E o n.º 2 do mesmo artigo estabelece:
Os trabalhadores das atividades enunciadas no artigo anterior são mobilizados pela entidade empregadora ou pela autoridade pública”.
Porém, a Ordem dos Enfermeiros (OE), denunciando, que algumas unidades de saúde estão “a impedir os pais de gozarem períodos alternados de assistência, ainda que se verifique a inexistência de solução que garanta a segurança dos seus filhos menores”, refere que, desde o dia 15 de março, dia em que saiu a disposição relativa à colocação de filhos de profissionais de saúde em estabelecimentos de ensino, tem recebido “centenas de e-mails que relatam uma situação de medo, preocupação e injustiça entre os profissionais de saúde”.

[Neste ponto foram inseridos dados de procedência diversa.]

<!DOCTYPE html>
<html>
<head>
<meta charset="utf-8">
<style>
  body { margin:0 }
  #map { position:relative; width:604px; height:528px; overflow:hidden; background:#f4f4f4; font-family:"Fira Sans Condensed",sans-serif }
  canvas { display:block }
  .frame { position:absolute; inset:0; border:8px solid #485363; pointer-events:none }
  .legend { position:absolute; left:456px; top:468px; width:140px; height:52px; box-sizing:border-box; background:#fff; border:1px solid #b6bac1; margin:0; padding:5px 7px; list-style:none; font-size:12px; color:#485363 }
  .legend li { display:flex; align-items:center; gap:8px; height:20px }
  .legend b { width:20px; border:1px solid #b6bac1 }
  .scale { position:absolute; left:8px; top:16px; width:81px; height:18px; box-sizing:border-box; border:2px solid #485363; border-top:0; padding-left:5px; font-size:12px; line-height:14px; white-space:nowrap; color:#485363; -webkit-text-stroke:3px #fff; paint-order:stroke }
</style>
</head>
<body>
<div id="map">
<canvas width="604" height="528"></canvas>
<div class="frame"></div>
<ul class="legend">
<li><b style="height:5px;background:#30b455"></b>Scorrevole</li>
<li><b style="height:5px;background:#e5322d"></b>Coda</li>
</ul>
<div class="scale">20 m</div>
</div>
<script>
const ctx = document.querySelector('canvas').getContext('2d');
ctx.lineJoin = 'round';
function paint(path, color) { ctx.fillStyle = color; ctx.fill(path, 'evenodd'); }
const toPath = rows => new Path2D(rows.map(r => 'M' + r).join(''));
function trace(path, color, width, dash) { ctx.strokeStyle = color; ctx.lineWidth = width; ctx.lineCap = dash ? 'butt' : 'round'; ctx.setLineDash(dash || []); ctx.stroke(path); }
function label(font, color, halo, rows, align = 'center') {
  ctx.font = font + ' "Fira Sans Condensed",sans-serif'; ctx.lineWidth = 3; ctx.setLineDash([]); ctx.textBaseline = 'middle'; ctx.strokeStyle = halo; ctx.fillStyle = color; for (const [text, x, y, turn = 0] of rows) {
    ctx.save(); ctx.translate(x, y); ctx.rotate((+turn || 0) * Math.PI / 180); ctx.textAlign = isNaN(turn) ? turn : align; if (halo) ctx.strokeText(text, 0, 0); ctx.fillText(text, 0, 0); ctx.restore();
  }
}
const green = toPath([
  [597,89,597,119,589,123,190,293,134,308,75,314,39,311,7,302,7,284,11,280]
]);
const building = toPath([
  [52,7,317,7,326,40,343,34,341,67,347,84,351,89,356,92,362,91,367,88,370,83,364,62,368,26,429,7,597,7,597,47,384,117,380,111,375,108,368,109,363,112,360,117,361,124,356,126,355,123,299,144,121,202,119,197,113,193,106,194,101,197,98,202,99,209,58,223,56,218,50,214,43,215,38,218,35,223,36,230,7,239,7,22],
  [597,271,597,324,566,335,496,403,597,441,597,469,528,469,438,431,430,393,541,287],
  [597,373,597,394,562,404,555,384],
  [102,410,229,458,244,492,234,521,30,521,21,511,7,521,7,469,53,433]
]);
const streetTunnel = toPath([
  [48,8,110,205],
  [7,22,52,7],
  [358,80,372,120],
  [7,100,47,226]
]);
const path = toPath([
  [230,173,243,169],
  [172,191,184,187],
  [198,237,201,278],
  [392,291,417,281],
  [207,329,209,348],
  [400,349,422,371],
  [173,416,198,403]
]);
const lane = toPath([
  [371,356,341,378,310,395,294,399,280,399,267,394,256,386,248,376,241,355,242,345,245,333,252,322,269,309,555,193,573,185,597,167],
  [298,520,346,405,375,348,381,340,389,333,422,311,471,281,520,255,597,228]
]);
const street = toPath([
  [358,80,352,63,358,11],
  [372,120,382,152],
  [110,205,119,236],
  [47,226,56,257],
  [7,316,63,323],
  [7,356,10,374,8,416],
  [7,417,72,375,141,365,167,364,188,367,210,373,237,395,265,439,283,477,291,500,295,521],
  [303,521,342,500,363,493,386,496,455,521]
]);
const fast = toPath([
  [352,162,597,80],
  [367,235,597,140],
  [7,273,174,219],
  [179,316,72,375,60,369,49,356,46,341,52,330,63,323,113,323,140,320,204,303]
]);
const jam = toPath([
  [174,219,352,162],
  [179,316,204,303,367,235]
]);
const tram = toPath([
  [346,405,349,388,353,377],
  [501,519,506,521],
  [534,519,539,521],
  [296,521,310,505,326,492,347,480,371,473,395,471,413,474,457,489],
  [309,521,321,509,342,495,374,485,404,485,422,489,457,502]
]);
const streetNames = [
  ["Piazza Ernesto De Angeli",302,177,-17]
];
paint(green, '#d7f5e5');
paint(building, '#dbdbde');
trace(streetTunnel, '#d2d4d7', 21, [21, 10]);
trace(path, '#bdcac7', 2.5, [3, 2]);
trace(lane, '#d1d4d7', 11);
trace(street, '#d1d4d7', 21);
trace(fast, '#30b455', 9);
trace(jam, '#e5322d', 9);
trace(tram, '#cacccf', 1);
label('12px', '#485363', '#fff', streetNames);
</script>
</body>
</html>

Por isso, em carta enviada à Ministra da Saúde, a OE manifesta “perplexidade com as medidas enunciadas” que levam à colocação das crianças “em estabelecimentos de ensino que não se encontram preparados para os receber” e opõe-se a que “mães e pais deixem os seus filhos menores, alguns com poucos meses de vida, em estabelecimentos de ensino completamente desconhecidos, sujeitos ao contacto com outras crianças numa altura em que se exige distanciamento”. Por outro lado, mesmo tendo em conta “o espírito de colaboração e cooperação que se exige neste momento”, não pode deixar de manifestar a sua discordância com esta situação, alertando para uma questão que coloca em risco os filhos dos profissionais de saúde e os próprios, numa altura em que estes se encontram na linha da frente de combate ao novo coronavírus. E vinca:
Estes estabelecimentos não possuem nenhuma das condições legalmente exigidas para receber menores das idades referidas, designadamente equipamentos de proteção individual, sem profissionais habilitados e com horários de funcionamento incompatíveis com os turnos dos profissionais de saúde, não cumprindo, assim, as condições de segurança legalmente exigidas para estes espaços, sendo suscetíveis de aumentar o perigo de contágio pelo Covid-19”.
Face a esta situação, a OE solicita à tutela a clarificação urgente das medidas do seu despacho, bem como a adoção de medidas alternativas, de forma a proteger os filhos dos profissionais de saúde e pondo um ponto final no clima de medo e insegurança, de todo dispensável nesta altura.
***
Ora, a OE deve saber que em tempo de guerra não se limpam armas e que os seus filhos têm a mesma sorte que os de outros trabalhadores: médicos, bombeiros, polícias, militares… E as pessoas mobilizadas para o efeito reúnem as competências adequadas. Todos os ambientes são estranhos às crianças a princípio. Não é nesta altura que se exigem creches para os filhos dos enfermeiros. Enfim!